All accesions should go into a DBRefEntry - Jalview does some normalisation, to remove redundant accessions, but it needs looking at to make sure (basically, everything works on the version number in the DBRefEntry).

In some files in Stockholm Format there is a line like this
#=GF AC PF...
so, I know that this is the Pham database. It's clear for me.

Also I've noticed, that when we generate file in Pham in Stockholm
format, this file doesn't have a line like
#=GF AC PF...

The reason for this is that the =GF tag is for *alignment wide* annotations. In the Pfam parser, you'll see that these annotations are added to the AlignmentI object via the 'setAlignmentProperty(..,..)' method. For the 'print()' method, you should first generate =GF type annotation from the key value pairs obtained from AlignmentI.getProperty().

so in this case, should I analyze AC from this:

#=GS A7IWM5_PBCVN/3-170 AC A7IWM5.1

by using regex like [A-Z][0-9][A-Z0-9]{4} .?

Yes. Except you'll also want to capture the '1' after the '.' as the version number (there's a field in DBRefEntry for this). However, that's only the case for Pfam. In the case of Rfam it will very definitely depend on where the accession has come from (sometimes, database acccessions include '.1' or '.2' to indicate the first or second processed product, or to refer to a subpart of the parent accession).

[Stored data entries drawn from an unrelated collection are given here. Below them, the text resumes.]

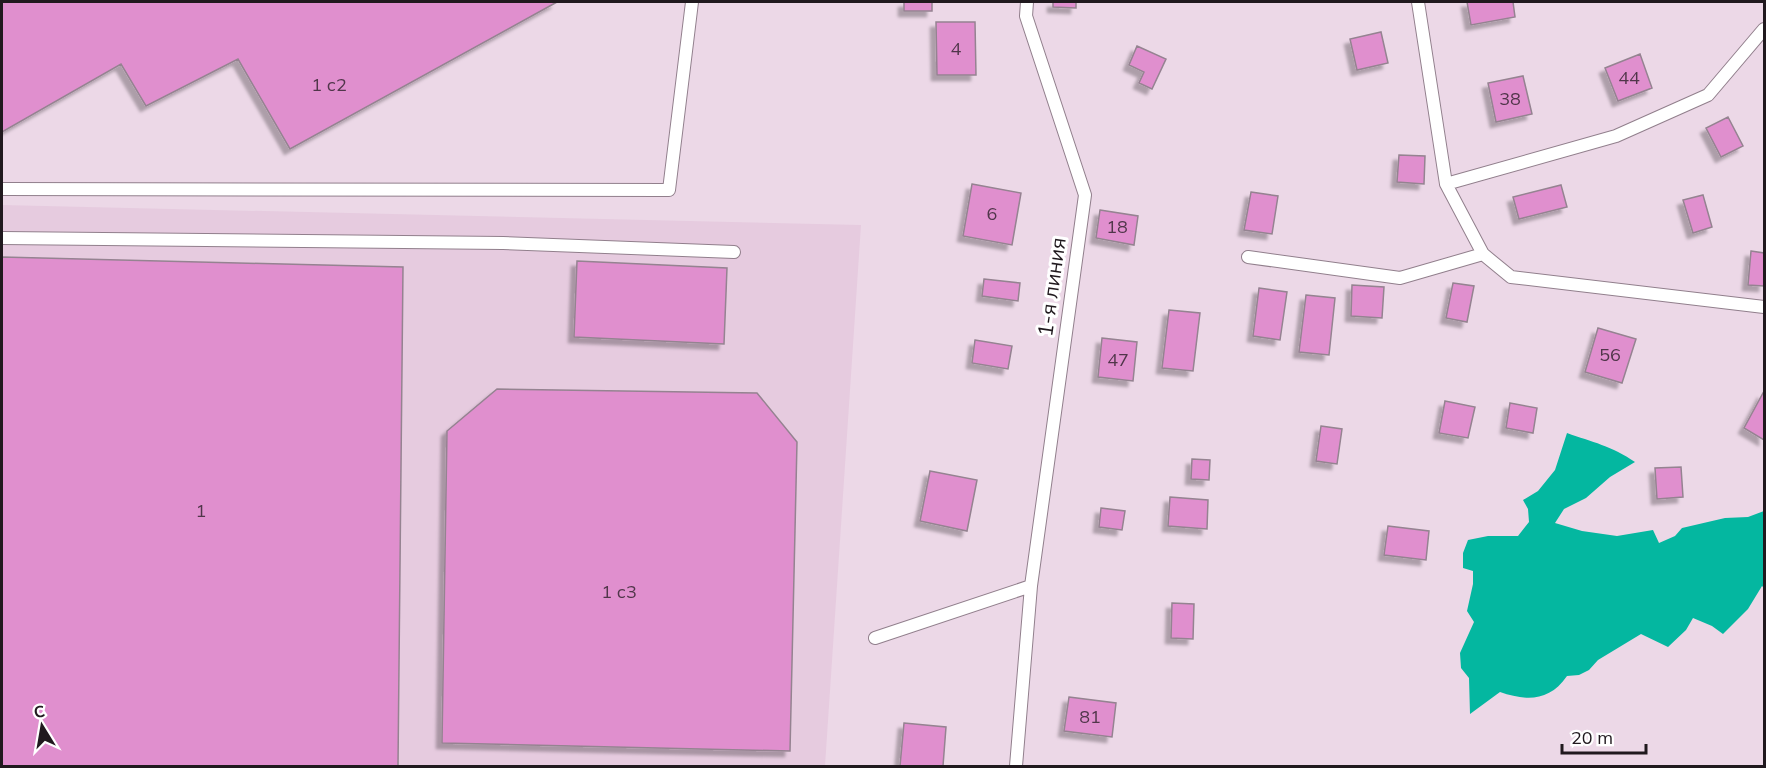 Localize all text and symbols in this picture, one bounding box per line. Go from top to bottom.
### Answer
house number: 4 [951,37,962,60]
house number: 44 [1618,66,1640,89]
house number: 1 с2 [311,73,347,96]
house number: 38 [1499,87,1521,110]
house number: 6 [987,202,997,225]
house number: 18 [1106,215,1128,238]
street label: 1-я линия [1031,236,1071,338]
house number: 56 [1599,343,1621,366]
house number: 47 [1107,348,1129,371]
house number: 1 [196,499,206,522]
house number: 1 с3 [601,580,637,603]
north arrow [12,696,72,756]
text: С [32,700,46,722]
house number: 81 [1079,705,1101,728]
scale bar [1562,717,1646,755]
text: 20 m [1571,726,1613,749]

With regard to testing the generation/import of these GS AC records - I'm not sure how useful it is to regenerate these bare GS AC records. They are only really valid in the context of the parent alignment's own accession code (e.g. PF or RF), so jalview should only generate them if they came from an alignment with a PF/RF source.

something to ponder over the weekend...
Jim.

···

On Wed Dec 5 13:54:56 2012, Nataliya Sherstneva wrote: